── DATA SECTION ──

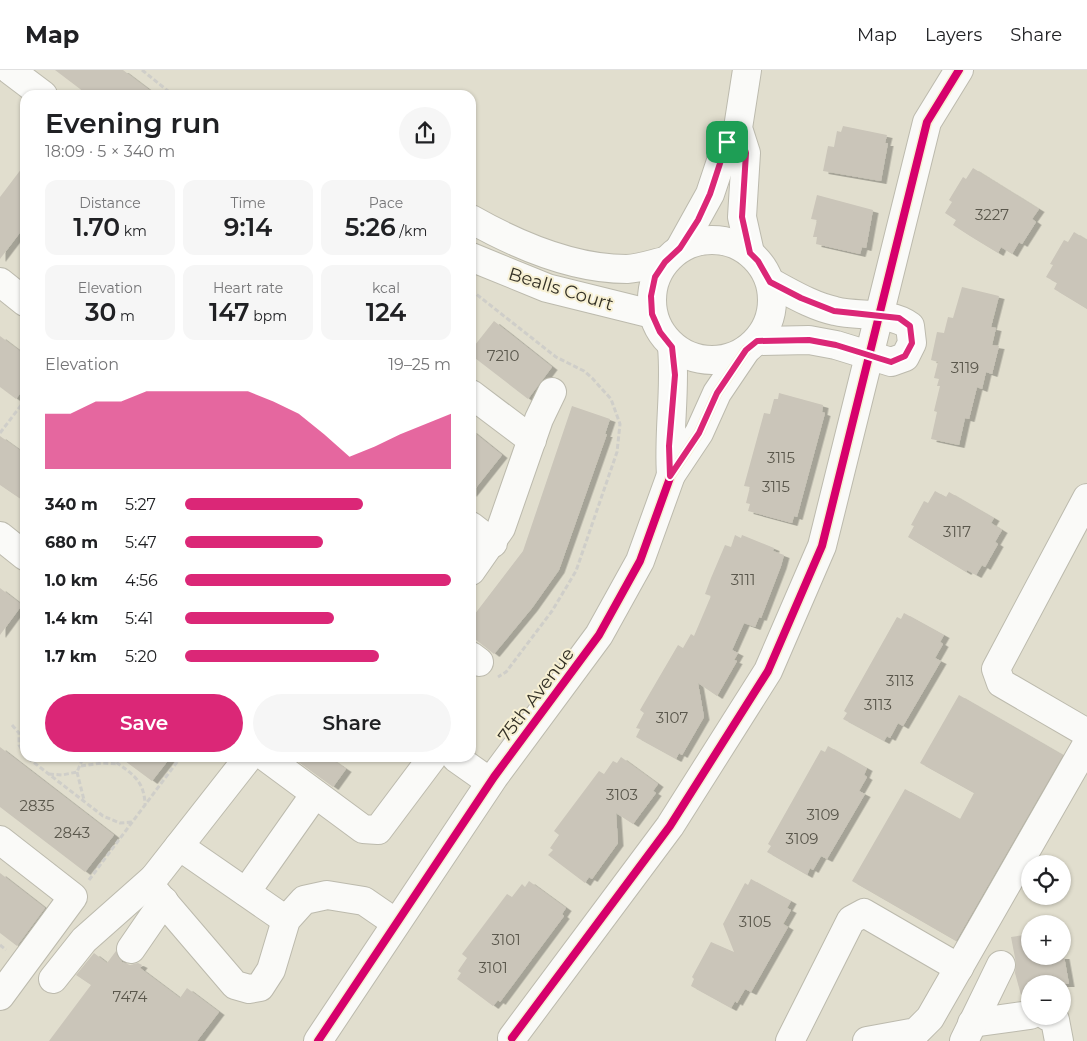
<!DOCTYPE html>
<html lang="en">
<head>
<meta charset="utf-8">
<style>
  :root { --surface:#fff; --page:#f6f6f6; --text:#202124; --muted:#757577; --line:#e0e0e0; --accent:#db2777 }
  body { margin:0; font-family:Montserrat,sans-serif; background:var(--page); color:var(--text); height:100vh; display:flex; flex-direction:column; font-size:19px; white-space:nowrap }
  * { box-sizing:border-box; margin:0 }
  p { font-size:16px; color:var(--muted) }
  .icon { flex:none; width:28px; height:28px; fill:none; stroke:currentColor; stroke-width:2; stroke-linecap:round; stroke-linejoin:round }
  .map { position:relative; flex:1; overflow:hidden }
  .side { position:absolute; left:20px; top:20px; width:456px; height:672px; display:flex; flex-direction:column; background:var(--surface); border-radius:15px; box-shadow:0 1px 4px #0004 }
  .side>* { flex:none }
  .controls { position:absolute; left:1021px; top:785px; display:grid; gap:10px }
  .controls a { display:grid; place-items:center; width:50px; height:50px; border-radius:50%; background:var(--surface); box-shadow:0 1px 4px #0004; font-size:25px }
  .pin { position:absolute; display:grid; place-items:center; width:42px; height:42px; color:#fff; margin:-21px; border-radius:10px; box-shadow:0 2px 8px #0006 }
  .round { display:grid; place-items:center; flex:none; width:52px; height:52px; border-radius:26px; background:var(--page) }
  .head { display:flex; align-items:center; justify-content:space-between; height:85px; padding:0 25px }
  h1 { font-size:28px; font-weight:600; line-height:38px }
  .figures { display:grid; grid-template-columns:repeat(3,1fr); gap:8px; height:85px; padding:5px 25px }
  .figures div { display:grid; align-content:center; border-radius:12px; background:var(--page); text-align:center }
  .figures b { font-size:25px; font-weight:600 }
  .figures small { font-size:14px; font-weight:400 }
  .figures p { font-size:14px }
  .chart { height:140px; padding:10px 25px }
  .chart p { display:flex; justify-content:space-between }
  .chart svg { width:100%; height:90px; margin-top:5px; fill:var(--accent); opacity:.7 }
  .action { display:flex; gap:10px; margin-top:auto; padding:10px 25px }
  .action a { flex:1; height:58px; border-radius:30px; background:var(--accent); color:#fff; font-size:20px; font-weight:600; line-height:58px; text-align:center }
  .action a+a { background:var(--page); color:var(--text) }
  ul { padding:0 25px; list-style:none; font-size:16px }
  li { display:grid; grid-template-columns:80px 60px 1fr; align-items:center; height:38px }
  li i { height:12px; border-radius:6px; background:var(--accent) }
  header { display:flex; align-items:center; gap:30px; box-sizing:border-box; height:70px; padding:0 25px; background:var(--surface); border-bottom:1px solid var(--line) }
  header strong { font-size:24px }
  nav { display:flex; gap:28px; margin-inline-start:auto; font-size:18px }
  .map>svg:first-child { display:block }
  .building { fill:#cac5b9; filter:url(#shadow) }
  .lines { fill:none; stroke-linecap:round; stroke-linejoin:round }
  .minor-casing { stroke:#bcbaad; stroke-width:30 }
  .path { stroke:#cfcec9; stroke-width:3; stroke-dasharray:5 2.5; stroke-linecap:butt }
  .minor { stroke:#fafaf8; stroke-width:28 }
  .cycleway-casing { stroke:#f7f0d3; stroke-width:11 }
  .cycleway { stroke:#d6006c; stroke-width:8 }
  .route-casing { stroke:#fff; stroke-width:10 }
  .route { stroke:#db2777; stroke-width:6 }
  .labels { text-anchor:middle; dominant-baseline:central; stroke-width:4; stroke-linejoin:round; paint-order:stroke }
  .number-label { font-size:15px; fill:#5a574c }
  .street-label { font-size:18px; fill:#343126; stroke:#f7f0d3 }
</style>
</head>
<body>
<header>
<strong>Map</strong>
<nav><a>Map</a><a>Layers</a><a>Share</a></nav>
</header>
<div class="map">
<svg width="1087" height="971" viewBox="0 0 1087 971">
  <defs>
    <filter id="shadow"><feDropShadow dx="5.5" dy="3" stdDeviation="0" flood-color="#0004"/></filter>
  </defs>
  <rect width="100%" height="100%" fill="#e1dece"/>
  <g class="building">
    <polygon points="55,0 123,0 156,25 88,25"/>
    <polygon points="843,56 887,65 885,73 888,73 881,111 823,101 828,76 834,77 837,61 841,62"/>
    <polygon points="25,94 25,156 0,189 0,127"/>
    <polygon points="973,98 1039,139 1032,149 1036,152 1022,174 1019,172 1012,184 1001,177 998,183 970,166 953,155 956,150 945,143 952,132 949,130 963,107 966,109"/>
    <polygon points="817,125 873,140 866,178 862,177 860,184 816,174 817,167 813,167 817,150 811,149"/>
    <polygon points="1074,162 1087,170 1087,239 1054,219 1057,213 1046,207 1053,195 1050,194 1064,170 1068,172"/>
    <polygon points="962,217 999,226 991,257 996,258 992,275 999,276 992,304 986,302 982,319 977,317 969,349 965,348 959,375 931,369 937,342 934,341 940,316 937,316 939,309 934,308 938,292 931,290 937,262 944,263 948,247 953,248"/>
    <polygon points="494,251 552,297 528,329 471,285 471,280"/>
    <polygon points="0,266 25,285 25,317 16,329 0,317"/>
    <polygon points="779,323 823,335 822,342 825,343 797,447 794,446 792,453 748,441 750,434 746,433 750,417 744,416 764,343 770,344 774,329 778,329"/>
    <polygon points="572,336 610,349 605,364 607,364 559,500 532,538 494,584 471,566 471,549 523,481"/>
    <polygon points="471,360 502,385 471,424"/>
    <polygon points="0,366 25,384 25,432 0,415"/>
    <polygon points="935,421 946,427 949,422 994,448 991,453 1002,460 995,472 998,474 985,497 982,495 976,505 967,500 966,502 908,467 914,456 911,455 924,431 928,433"/>
    <polygon points="735,465 741,468 742,465 774,478 773,481 784,485 781,496 761,548 759,547 755,557 744,553 732,580 738,583 734,590 737,591 717,626 698,613 704,647 682,685 679,683 676,689 636,667 640,659 636,658 644,643 640,640 678,575 683,578 691,564 694,566 711,526 705,524 711,508 725,475 731,477"/>
    <polygon points="0,518 22,535 0,565"/>
    <polygon points="904,543 944,565 940,572 943,574 935,588 941,591 903,656 898,653 890,668 887,666 884,671 843,649 847,643 844,641 897,547 901,549"/>
    <polygon points="959,625 1063,685 956,871 852,811 905,719 960,749 974,723 920,693"/>
    <polygon points="828,676 867,698 864,705 867,707 859,721 865,724 827,789 821,786 813,800 810,798 807,805 767,782 771,776 768,774 821,680 825,682"/>
    <polygon points="0,677 114,765 85,802 0,737"/>
    <polygon points="621,687 658,714 653,721 656,723 633,754 616,743 618,773 592,809 589,807 585,813 548,785 553,780 550,778 559,765 554,761 599,701 604,704 613,691 617,693"/>
    <polygon points="121,688 170,688 152,711"/>
    <polygon points="293,688 330,688 346,699 333,717"/>
    <polygon points="0,803 45,838 17,876 0,863"/>
    <polygon points="751,809 791,831 787,838 791,840 783,854 788,857 751,922 745,919 737,933 735,931 731,938 691,916 694,909 692,907 711,872 734,882 723,854 745,813 748,815"/>
    <polygon points="529,811 566,838 562,844 564,846 500,932 498,930 493,936 457,909 461,903 458,901 467,888 462,884 507,824 512,827 522,814 525,817"/>
    <polygon points="1030,864 1030,886 1064,886 1069,914 1030,914 1030,924 1021,925 1015,903 1016,893 1011,867"/>
    <polygon points="116,881 122,892 130,895 138,893 142,895 140,898 180,928 187,918 219,942 197,971 49,971 91,915 76,905 94,883 107,893"/>
  </g>
  <g class="lines">
    <defs>
      <g id="minor">
        <polyline points="10,0 43,25"/>
        <polyline points="747,0 738,58 746,83 742,147 750,183"/>
        <path d="M 471,149 C 517,175 574,199 627,199 C 640,198 652,194 665,191"/>
        <circle cx="712" cy="230" r="60"/>
        <polyline points="680,178 710,124 727,73 738,58"/>
        <polyline points="471,187 547,218 652,244"/>
        <polyline points="0,212 25,232"/>
        <path d="M 757,271 L 809,270 L 836,275 L 891,292 L 905,287 L 912,273 L 910,256 C 890,241 859,247 835,241 C 812,236 791,223 770,212"/>
        <polyline points="471,324 532,370"/>
        <path d="M 671,405 C 668,362 676,320 672,277"/>
        <polyline points="1087,428 996,599 1001,613 1087,663"/>
        <polyline points="471,456 493,473"/>
        <polyline points="0,466 25,486"/>
        <polyline points="471,501 501,458 539,349 552,322"/>
        <polyline points="471,586 479,592"/>
        <polyline points="248,688 154,808 152,818 235,915 249,919 260,917 271,900 286,850 304,830 327,825 364,831 396,853"/>
        <polyline points="267,688 363,759 378,760 432,688"/>
        <polyline points="456,688 490,712"/>
        <polyline points="0,770 73,827 0,926"/>
        <polyline points="179,776 286,850"/>
        <polyline points="246,822 315,724"/>
        <polyline points="131,879 164,831"/>
        <polyline points="53,909 84,870 154,808"/>
        <polyline points="1047,946 1055,950 1059,971"/>
        <polyline points="972,953 1030,945"/>
        <polyline points="512,968 670,756 768,601 822,476 927,52 959,0"/>
        <polyline points="318,971 494,707 599,565 640,491 671,405 699,363 717,323 746,280"/>
        <polyline points="790,971 851,850 864,843 959,898"/>
        <polyline points="867,971 916,962 930,948 1087,674"/>
        <polyline points="964,971 1001,895"/>
      </g>
    </defs>
    <use href="#minor" class="minor-casing"/>
    <g class="path">
      <polyline points="142,0 173,25"/>
      <polyline points="471,220 556,287 584,301 592,308 611,329 620,354 617,382 576,501 552,541 506,602 498,607"/>
      <polyline points="0,363 25,330"/>
      <polyline points="24,639 25,639"/>
      <polyline points="12,655 19,663 19,675 25,685"/>
      <polyline points="28,688 103,746 120,753 132,752"/>
      <path d="M 110,688 C 129,702 144,708 145,734"/>
      <polyline points="81,696 102,693 118,694"/>
      <polyline points="77,702 84,730"/>
      <polyline points="49,704 62,705 77,702 83,688"/>
      <polyline points="89,810 180,688"/>
      <polyline points="0,875 6,880"/>
    </g>
    <use href="#minor" class="minor"/>
    <defs>
      <g id="cycleway">
        <polyline points="512,968 670,756 768,601 822,476 927,52 959,0"/>
        <polyline points="318,971 494,707 599,565 640,491 671,405 699,363 717,323 746,280"/>
      </g>
    </defs>
    <use href="#cycleway" class="cycleway-casing"/>
    <use href="#cycleway" class="cycleway"/>
  </g>
  <g class="lines">
    <defs>
      <polygon id="route" points="738,58 746,83 742,147 750,183 758,191 770,212 801,228 834,241 899,248 910,256 912,273 905,286 891,292 836,275 809,270 757,271 746,280 717,323 699,363 670,406 669,376 675,305 672,277 660,262 652,244 651,226 655,207 665,192 680,178 698,150 710,124 727,72"/>
    </defs>
    <use href="#route" class="route-casing"/>
    <use href="#route" class="route"/>
  </g>
  <g class="labels">
    <g class="number-label">
      <text x="992" y="144">3227</text>
      <text x="503" y="285">7210</text>
      <text x="965" y="297">3119</text>
      <text x="781" y="387">3115</text>
      <text x="776" y="416">3115</text>
      <text x="957" y="461">3117</text>
      <text x="743" y="509">3111</text>
      <text x="900" y="610">3113</text>
      <text x="878" y="634">3113</text>
      <text x="672" y="647">3107</text>
      <text x="622" y="724">3103</text>
      <text x="37" y="735">2835</text>
      <text x="823" y="744">3109</text>
      <text x="72" y="762">2843</text>
      <text x="802" y="768">3109</text>
      <text x="755" y="851">3105</text>
      <text x="506" y="869">3101</text>
      <text x="493" y="897">3101</text>
      <text x="130" y="926">7474</text>
    </g>
    <g class="street-label">
      <text transform="translate(561 219) rotate(17)">Bealls Court</text>
      <text transform="translate(536 625) rotate(-53)">75th Avenue</text>
    </g>
  </g>
</svg>
<div class="controls">
<a><svg class="icon" aria-label="locate" viewBox="0 0 24 24"><circle cx="12" cy="12" r="6"/><path d="M12 2v4M12 18v4M2 12h4M18 12h4"/></svg></a>
<a>+</a>
<a>−</a>
</div>
<div class="pin" style="left:727px;top:72px;background:#1e9e55"><svg class="icon" aria-label="arrive" viewBox="0 0 24 24"><path d="M6 21V4h12l-3 4 3 4H6"/></svg></div>
<section class="side">
<div class="head"><div><h1>Evening run</h1><p>18:09 · 5 × 340 m</p></div><a class="round"><svg class="icon" aria-label="share" viewBox="0 0 24 24"><path d="M12 15V3M7 8l5-5 5 5M5 13v7h14v-7"/></svg></a></div>
<div class="figures">
<div><p>Distance</p><b>1.70<small> km</small></b></div>
<div><p>Time</p><b>9:14</b></div>
<div><p>Pace</p><b>5:26<small> /km</small></b></div>
</div>
<div class="figures">
<div><p>Elevation</p><b>30<small> m</small></b></div>
<div><p>Heart rate</p><b>147<small> bpm</small></b></div>
<div><p>kcal</p><b>124</b></div>
</div>
<div class="chart"><p><span>Elevation</span>19–25 m</p>
<svg viewBox="0 0 160 44" preserveAspectRatio="none"><path d="M0 44V17L10 17L20 11L30 11L40 6L50 6L60 6L70 6L80 6L90 11L100 17L110 27L120 38L130 33L140 27L150 22L160 17V44z"/></svg>
</div>
<ul>
<li><b>340 m</b>5:27<i style="width:67%"></i></li>
<li><b>680 m</b>5:47<i style="width:52%"></i></li>
<li><b>1.0 km</b>4:56<i style="width:100%"></i></li>
<li><b>1.4 km</b>5:41<i style="width:56%"></i></li>
<li><b>1.7 km</b>5:20<i style="width:73%"></i></li>
</ul>
<div class="action"><a>Save</a><a>Share</a></div>
</section>
</div>
</body>
</html>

───

The word to look for is "controls"; copy out every line of the entries that holds it.

  .controls { position:absolute; left:1021px; top:785px; display:grid; gap:10px }
  .controls a { display:grid; place-items:center; width:50px; height:50px; border-radius:50%; background:var(--surface); box-shadow:0 1px 4px #0004; font-size:25px }
<div class="controls">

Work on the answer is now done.